● Directions for this task
Produce the records below again, word for word, but stop after the line that contains "context.lineJoin = 'round';".

[[ Supplied material, beginning ]]

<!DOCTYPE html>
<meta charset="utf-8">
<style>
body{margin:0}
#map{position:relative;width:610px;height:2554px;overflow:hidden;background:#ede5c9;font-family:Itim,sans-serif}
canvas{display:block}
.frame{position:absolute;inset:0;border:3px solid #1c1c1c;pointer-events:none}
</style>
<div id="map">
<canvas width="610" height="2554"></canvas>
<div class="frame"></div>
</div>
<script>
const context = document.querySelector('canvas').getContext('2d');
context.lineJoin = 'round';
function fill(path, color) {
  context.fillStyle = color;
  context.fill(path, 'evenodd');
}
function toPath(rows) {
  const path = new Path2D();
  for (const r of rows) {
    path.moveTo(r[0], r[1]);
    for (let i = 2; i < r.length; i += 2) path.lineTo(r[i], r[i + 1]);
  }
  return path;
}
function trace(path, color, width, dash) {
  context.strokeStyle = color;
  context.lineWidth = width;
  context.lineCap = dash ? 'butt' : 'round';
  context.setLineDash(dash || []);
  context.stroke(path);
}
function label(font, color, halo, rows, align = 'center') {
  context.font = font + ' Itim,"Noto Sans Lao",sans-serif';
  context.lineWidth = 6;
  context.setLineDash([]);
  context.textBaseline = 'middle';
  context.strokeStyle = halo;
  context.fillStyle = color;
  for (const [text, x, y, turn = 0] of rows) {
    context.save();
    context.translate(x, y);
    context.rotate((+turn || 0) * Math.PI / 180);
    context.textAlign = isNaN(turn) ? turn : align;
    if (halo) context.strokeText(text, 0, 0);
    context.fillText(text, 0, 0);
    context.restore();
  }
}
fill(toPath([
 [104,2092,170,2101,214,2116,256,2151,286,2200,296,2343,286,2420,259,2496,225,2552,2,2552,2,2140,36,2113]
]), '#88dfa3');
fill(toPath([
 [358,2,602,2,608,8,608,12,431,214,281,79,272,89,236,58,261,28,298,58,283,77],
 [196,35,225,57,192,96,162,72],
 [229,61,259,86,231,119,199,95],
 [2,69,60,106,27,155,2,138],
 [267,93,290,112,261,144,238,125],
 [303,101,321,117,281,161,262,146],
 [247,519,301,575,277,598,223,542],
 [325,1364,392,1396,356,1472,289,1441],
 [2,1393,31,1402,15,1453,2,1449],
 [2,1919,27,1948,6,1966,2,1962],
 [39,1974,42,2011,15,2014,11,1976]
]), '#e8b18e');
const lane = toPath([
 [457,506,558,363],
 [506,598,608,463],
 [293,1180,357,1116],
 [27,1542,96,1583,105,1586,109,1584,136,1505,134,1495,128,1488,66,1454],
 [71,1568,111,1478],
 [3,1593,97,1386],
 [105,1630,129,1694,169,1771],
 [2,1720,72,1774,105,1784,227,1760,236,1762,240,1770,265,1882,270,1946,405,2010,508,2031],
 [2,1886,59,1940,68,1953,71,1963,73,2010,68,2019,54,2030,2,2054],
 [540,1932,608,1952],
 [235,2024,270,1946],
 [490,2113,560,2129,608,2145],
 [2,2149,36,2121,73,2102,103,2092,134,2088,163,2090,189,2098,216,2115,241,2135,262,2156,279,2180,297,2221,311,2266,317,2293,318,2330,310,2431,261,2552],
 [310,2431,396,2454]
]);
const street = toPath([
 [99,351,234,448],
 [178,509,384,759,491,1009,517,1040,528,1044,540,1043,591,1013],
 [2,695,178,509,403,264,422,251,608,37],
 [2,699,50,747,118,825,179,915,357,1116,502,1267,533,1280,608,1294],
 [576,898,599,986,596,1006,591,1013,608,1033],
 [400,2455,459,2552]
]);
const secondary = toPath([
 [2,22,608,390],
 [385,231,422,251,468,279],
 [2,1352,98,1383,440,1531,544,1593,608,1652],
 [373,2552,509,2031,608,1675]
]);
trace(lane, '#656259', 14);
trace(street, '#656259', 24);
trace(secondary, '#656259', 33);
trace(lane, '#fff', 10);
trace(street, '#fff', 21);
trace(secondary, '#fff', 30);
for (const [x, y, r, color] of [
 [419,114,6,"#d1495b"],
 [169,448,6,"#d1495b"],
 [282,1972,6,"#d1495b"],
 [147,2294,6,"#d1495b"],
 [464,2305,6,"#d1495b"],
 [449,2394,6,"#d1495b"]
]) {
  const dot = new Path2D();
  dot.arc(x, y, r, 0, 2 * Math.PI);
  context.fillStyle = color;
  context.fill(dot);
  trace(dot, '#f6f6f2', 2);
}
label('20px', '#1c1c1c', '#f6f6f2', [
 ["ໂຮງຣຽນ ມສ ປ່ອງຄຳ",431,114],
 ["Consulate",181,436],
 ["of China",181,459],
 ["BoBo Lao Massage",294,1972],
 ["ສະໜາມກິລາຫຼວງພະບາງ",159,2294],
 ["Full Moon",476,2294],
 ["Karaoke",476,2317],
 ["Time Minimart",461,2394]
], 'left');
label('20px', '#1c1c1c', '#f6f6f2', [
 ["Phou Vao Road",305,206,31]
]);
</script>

[[ Supplied material, end ]]

● Answer space
<!DOCTYPE html>
<meta charset="utf-8">
<style>
body{margin:0}
#map{position:relative;width:610px;height:2554px;overflow:hidden;background:#ede5c9;font-family:Itim,sans-serif}
canvas{display:block}
.frame{position:absolute;inset:0;border:3px solid #1c1c1c;pointer-events:none}
</style>
<div id="map">
<canvas width="610" height="2554"></canvas>
<div class="frame"></div>
</div>
<script>
const context = document.querySelector('canvas').getContext('2d');
context.lineJoin = 'round';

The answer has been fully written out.